With the PS4, Sony did a complete U-turn to reverse PlayStation’s image. It helped immensely that Microsoft botched its initial pitch for the Xbox One, imagining the console as an all-in-media device. A cable box for your cable box, that was more powerful than the Xbox 360, supported Kinect motion and voice controls, had restrictive DRM features, and for some reason didn’t offer backward compatibility. The Xbox One was overcomplicated, and viewed as somewhat consumer-hostile, requiring Microsoft to do some fairly dramatic backtracking to save face.

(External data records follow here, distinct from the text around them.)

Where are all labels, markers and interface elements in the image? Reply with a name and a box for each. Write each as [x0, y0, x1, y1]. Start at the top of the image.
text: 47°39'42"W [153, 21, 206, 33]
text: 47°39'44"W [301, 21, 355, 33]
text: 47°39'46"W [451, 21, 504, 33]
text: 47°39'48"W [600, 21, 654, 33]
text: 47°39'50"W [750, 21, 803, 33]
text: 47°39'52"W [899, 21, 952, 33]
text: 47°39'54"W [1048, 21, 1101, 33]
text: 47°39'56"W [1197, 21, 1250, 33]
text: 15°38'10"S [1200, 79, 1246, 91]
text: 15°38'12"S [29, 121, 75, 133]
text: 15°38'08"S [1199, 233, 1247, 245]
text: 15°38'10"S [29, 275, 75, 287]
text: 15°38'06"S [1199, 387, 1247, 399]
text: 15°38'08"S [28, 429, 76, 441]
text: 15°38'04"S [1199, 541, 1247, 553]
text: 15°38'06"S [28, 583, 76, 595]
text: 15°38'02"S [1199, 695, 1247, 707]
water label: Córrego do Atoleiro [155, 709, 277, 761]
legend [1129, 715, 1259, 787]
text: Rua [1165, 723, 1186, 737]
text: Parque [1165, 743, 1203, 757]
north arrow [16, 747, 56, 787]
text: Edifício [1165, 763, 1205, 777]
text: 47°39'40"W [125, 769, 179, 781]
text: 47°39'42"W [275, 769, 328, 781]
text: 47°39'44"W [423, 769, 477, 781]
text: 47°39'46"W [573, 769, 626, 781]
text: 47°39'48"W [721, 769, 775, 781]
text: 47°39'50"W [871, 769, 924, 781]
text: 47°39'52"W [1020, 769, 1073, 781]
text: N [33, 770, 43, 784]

In contrast, the PS4 was very simple. It played games — importantly, off of discs you could easily share with your friends. The sleek box was more powerful than the PS3 and it cost less than the Xbox One at $399. The PS4 was basically everything the Xbox One wasn’t, and Sony made a clear point of it — even making a humorous tutorial explaining how to share games. That simple messaging worked out because we now know Sony ultimately sold twice as many PS4s as Microsoft sold Xbox Ones, and seems to be selling PlayStation 5s as quickly as it can make them.

Less is more

The PSVR 2 features high-end features like eye-tracking, but they’re all in service of a better game experience.


With all of the focus on virtual reality pushed both by Meta’s success with the Quest 2 and its decision to make the metaverse its raison d'être, you could say Sony is late to the party. But because Meta and more recent competitors like the Pico 4 seem focused on making their headsets centerpieces for broader computing activities like remote work and virtual socialization, there’s mixed messaging as to how VR headsets are better than using, say, an existing computer, phone, or tablet.

Where devices like the Quest 2 and upcoming Quest Pro are being positioned as computer and phone replacements, Sony need only sell the PSVR 2 for one thing: gaming. If the PS4 taught Sony anything, it’s that the PlayStation brand is synonymous with gaming. Not video conferencing in VR; not collaborating on a whiteboard in VR; not doing any of the million other non-gaming things that Meta wants people doing in VR. If Sony can focus on shipping compelling games for PSVR 2, the headset will sell itself just like the PS4 did.